| Exercise description |
Exact copy, pictures excluded: please retype the lines from the start of the material through the line containing "Give me a JSON", both ends included, and nothing more.

Dataset records START

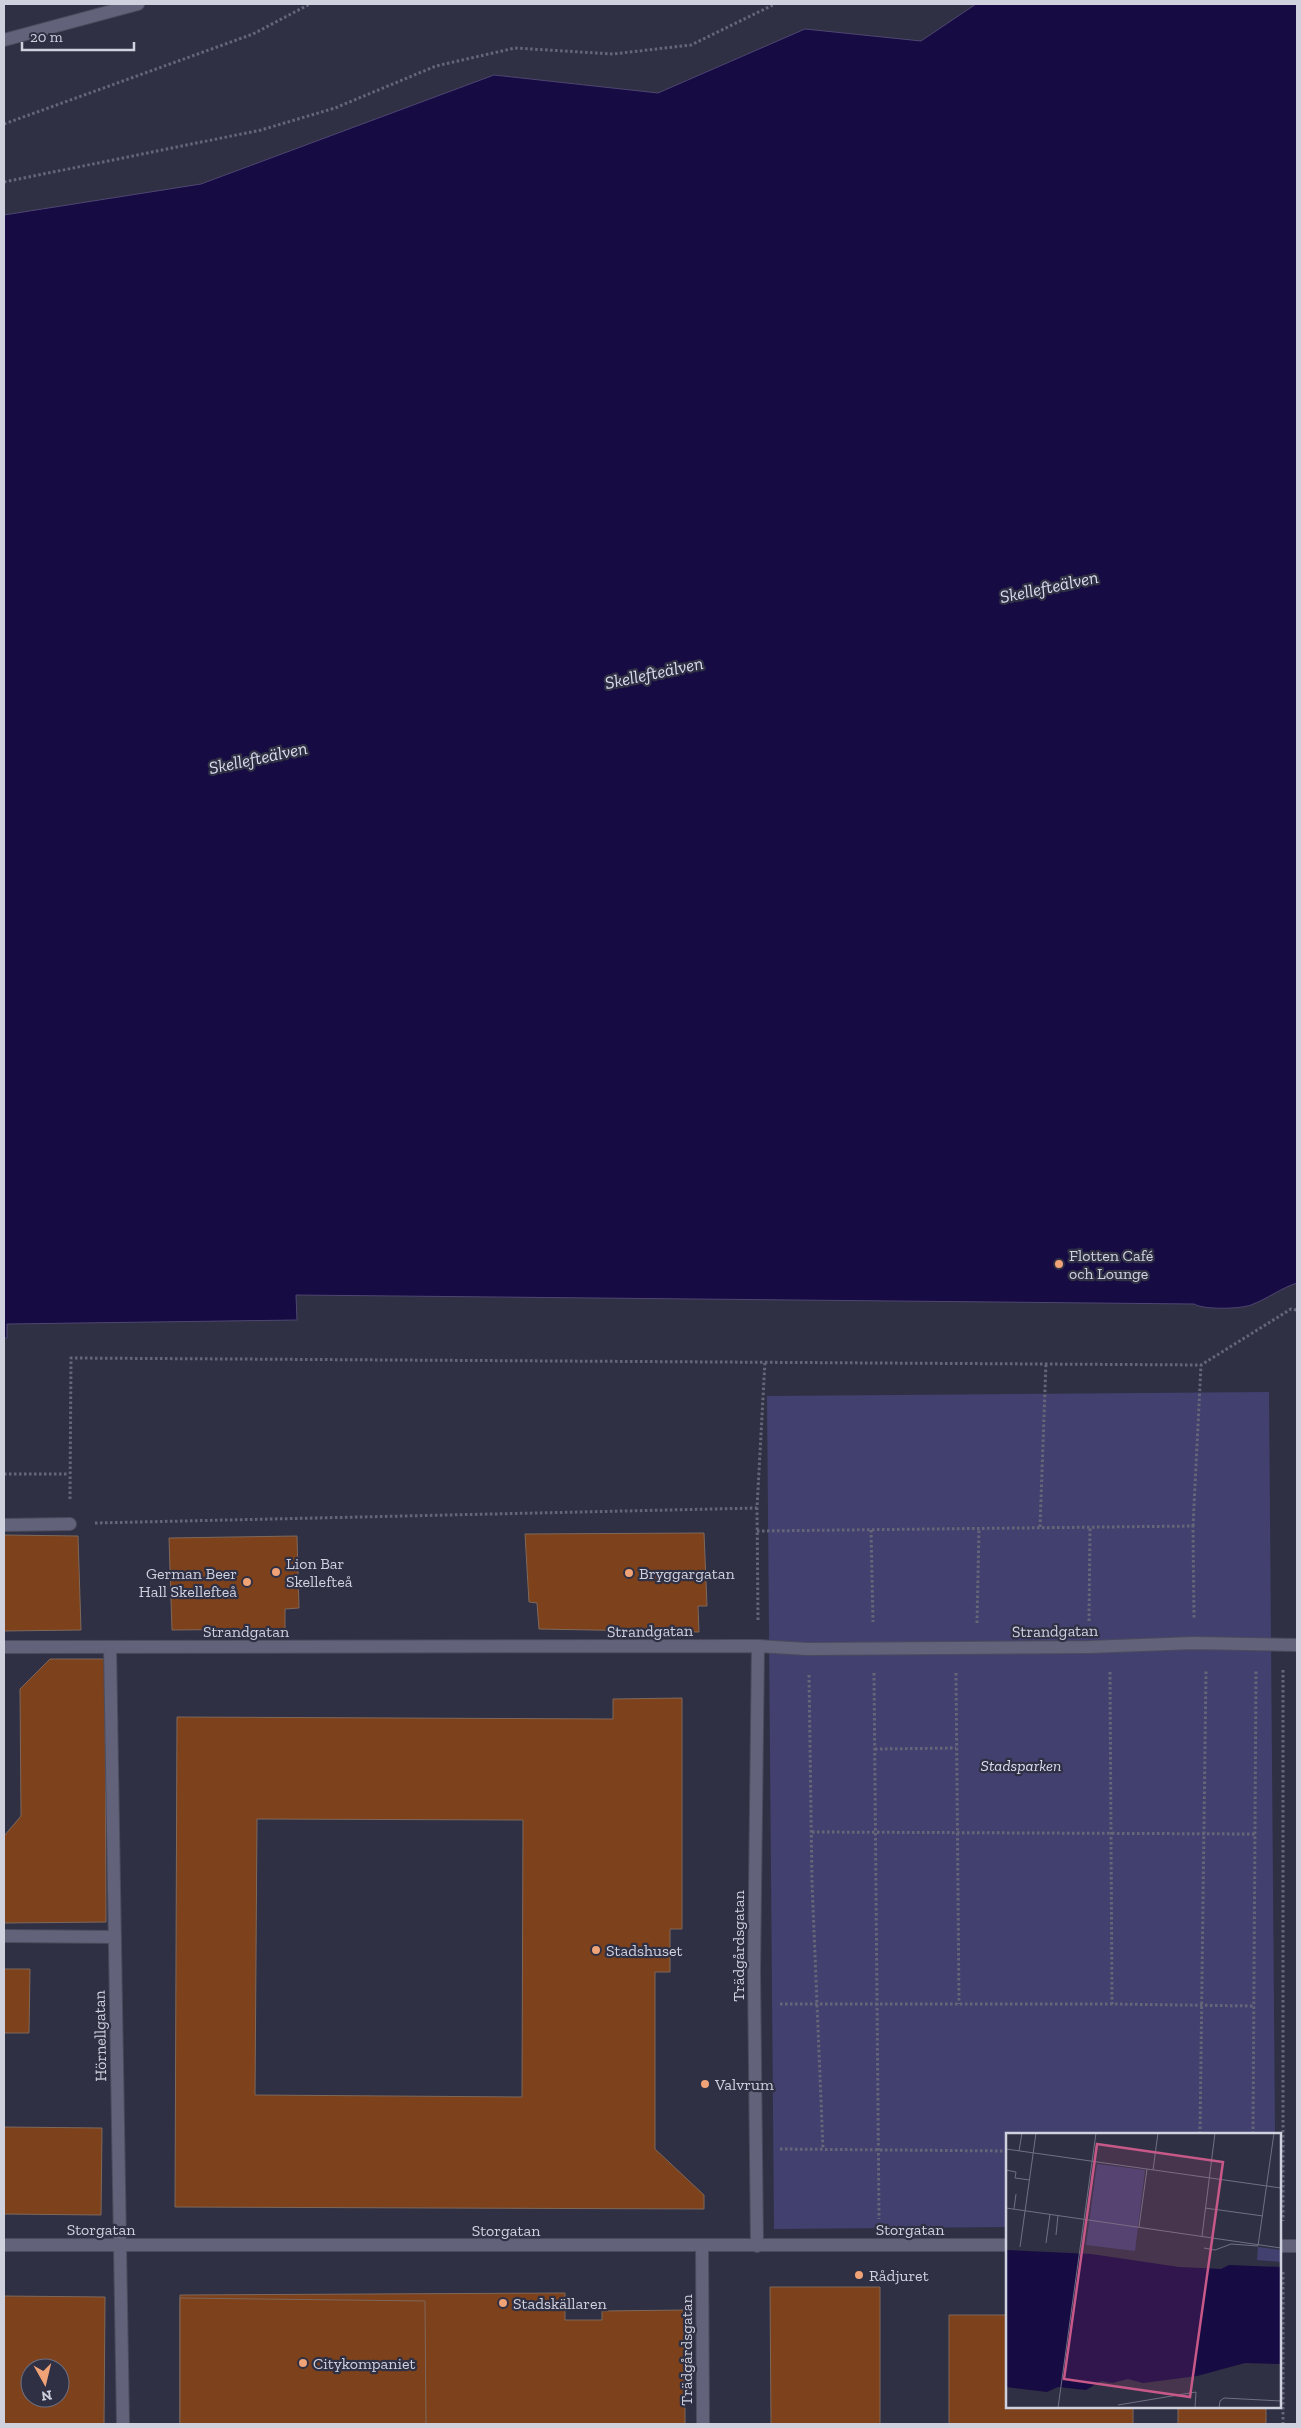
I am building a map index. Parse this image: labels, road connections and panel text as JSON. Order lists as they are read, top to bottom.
{
  "streets": {
    "street": [
      "Strandgatan",
      "Trädgårdsgatan",
      "Hörnellgatan",
      "Storgatan"
    ]
  },
  "crossings": [
    ["Strandgatan", "Trädgårdsgatan"],
    ["Strandgatan", "Hörnellgatan"],
    ["Trädgårdsgatan", "Storgatan"],
    ["Hörnellgatan", "Storgatan"]
  ],
  "water": ["Skellefteälven"],
  "parks": ["Stadsparken"],
  "places": [
    "Flotten Café och Lounge",
    "Lion Bar Skellefteå",
    "Bryggargatan",
    "German Beer Hall Skellefteå",
    "Stadshuset",
    "Valvrum",
    "Rådjuret",
    "Stadskällaren",
    "Citykompaniet"
  ],
  "scale_bar": "20 m",
  "north": "bottom"
}
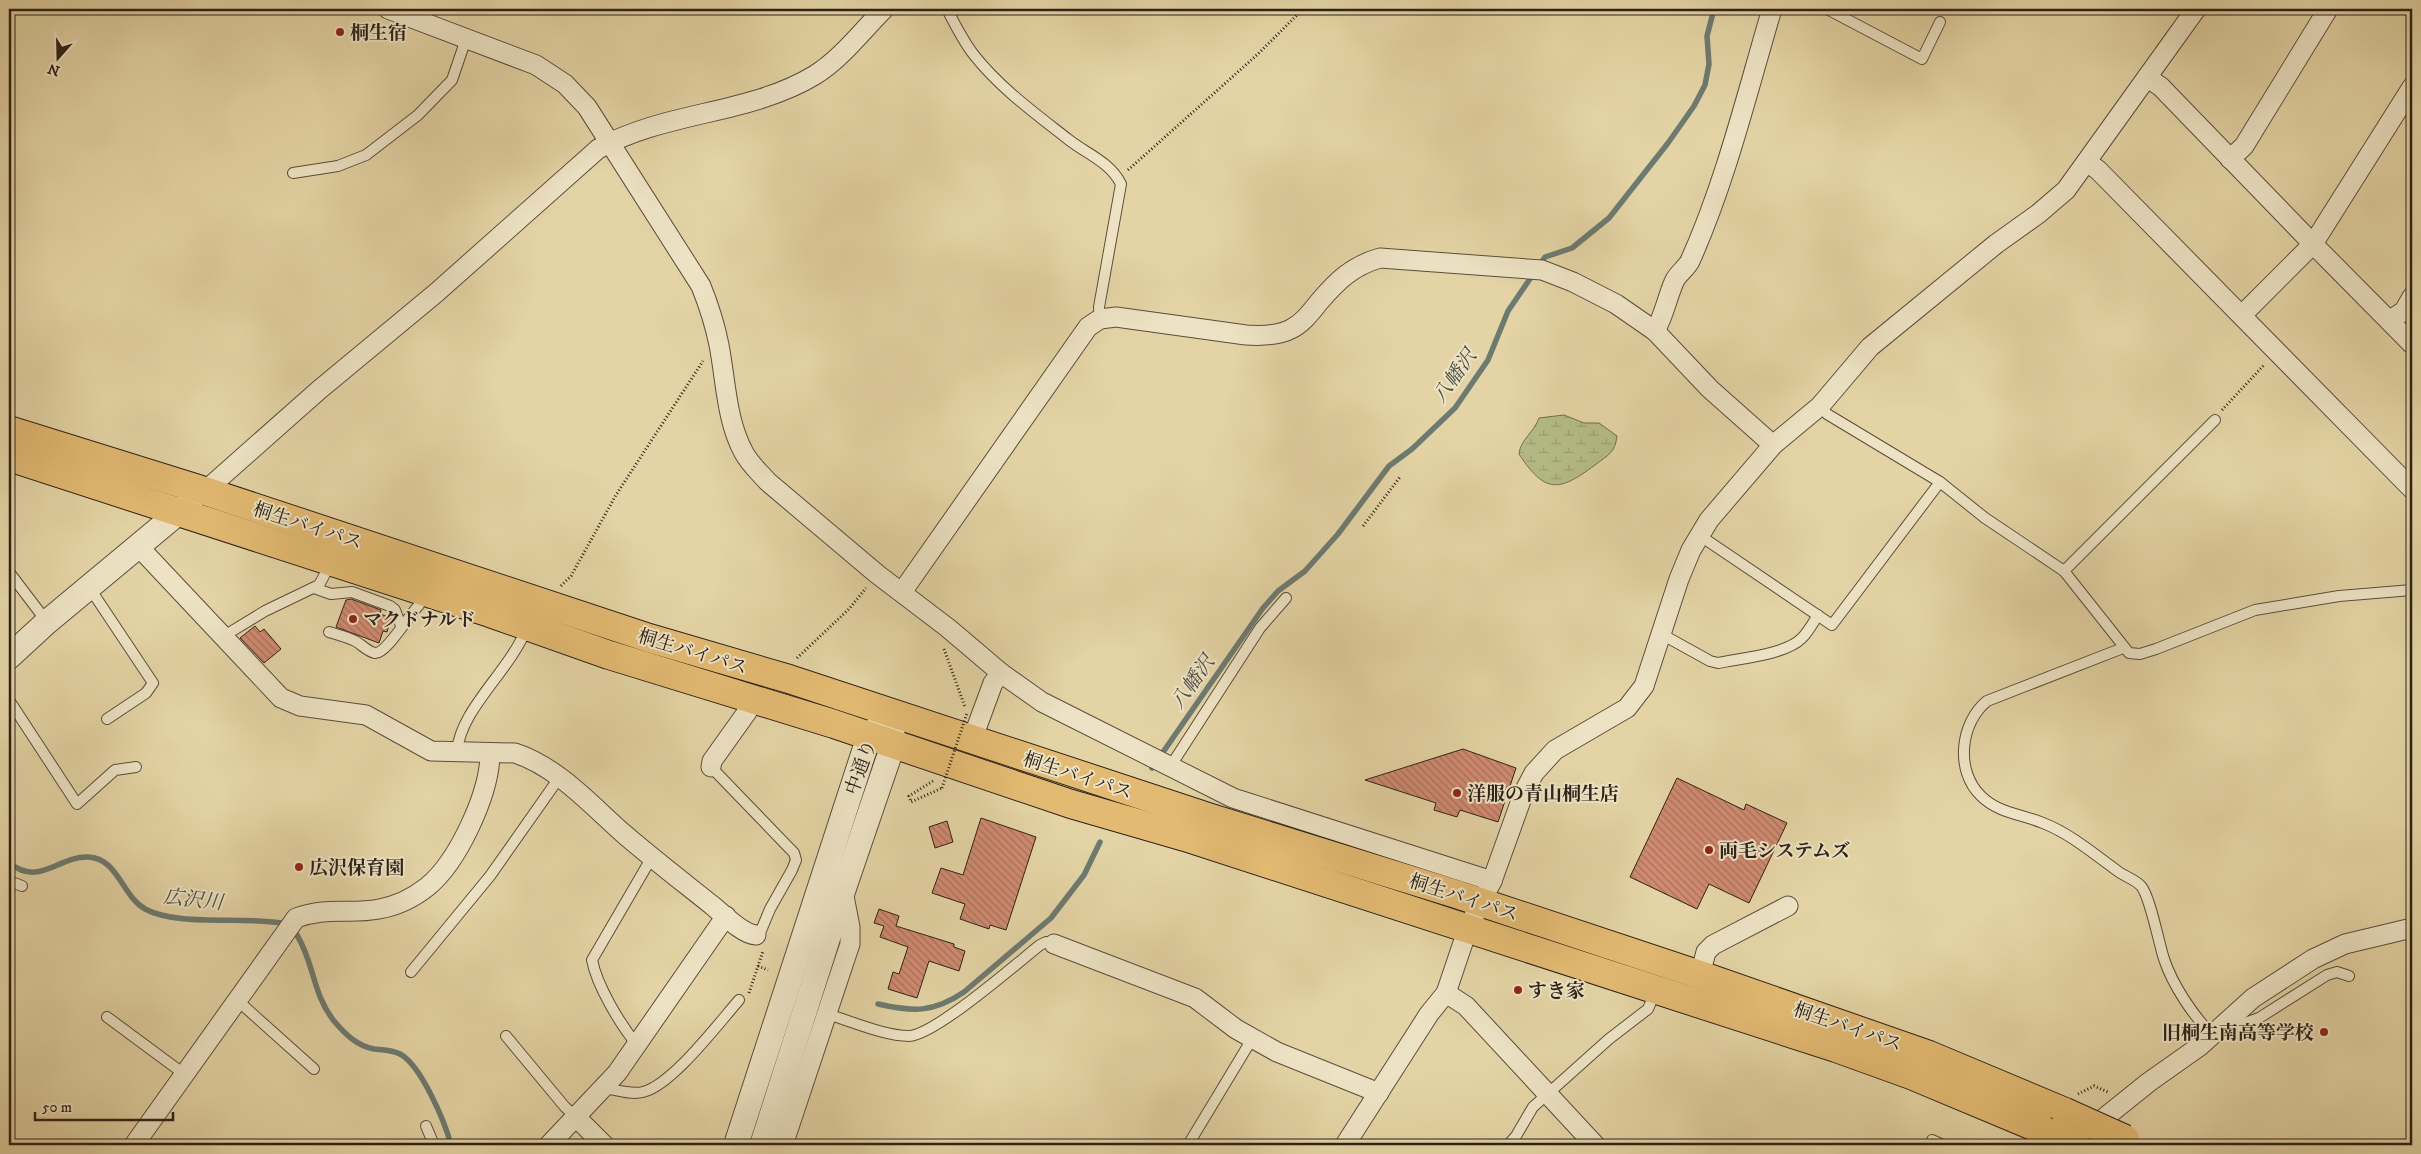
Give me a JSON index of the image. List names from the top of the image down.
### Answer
{
  "streets": {
    "highway": ["桐生バイパス"],
    "street": ["中通り"]
  },
  "crossings": [
    ["桐生バイパス", "中通り"]
  ],
  "water": ["八幡沢", "広沢川"],
  "places": [
    "桐生宿",
    "マクドナルド",
    "洋服の青山桐生店",
    "両毛システムズ",
    "広沢保育園",
    "すき家",
    "旧桐生南高等学校"
  ],
  "scale_bar": "50 m",
  "north": "bottom"
}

Dataset records END

| Output for this exercise |
I am building a map index. Parse this image: labels, road connections and panel text as JSON. Order lists as they are read, top to bottom.
{
  "streets": {
    "street": [
      "Strandgatan",
      "Trädgårdsgatan",
      "Hörnellgatan",
      "Storgatan"
    ]
  },
  "crossings": [
    ["Strandgatan", "Trädgårdsgatan"],
    ["Strandgatan", "Hörnellgatan"],
    ["Trädgårdsgatan", "Storgatan"],
    ["Hörnellgatan", "Storgatan"]
  ],
  "water": ["Skellefteälven"],
  "parks": ["Stadsparken"],
  "places": [
    "Flotten Café och Lounge",
    "Lion Bar Skellefteå",
    "Bryggargatan",
    "German Beer Hall Skellefteå",
    "Stadshuset",
    "Valvrum",
    "Rådjuret",
    "Stadskällaren",
    "Citykompaniet"
  ],
  "scale_bar": "20 m",
  "north": "bottom"
}
Give me a JSON index of the image. List names from the top of the image down.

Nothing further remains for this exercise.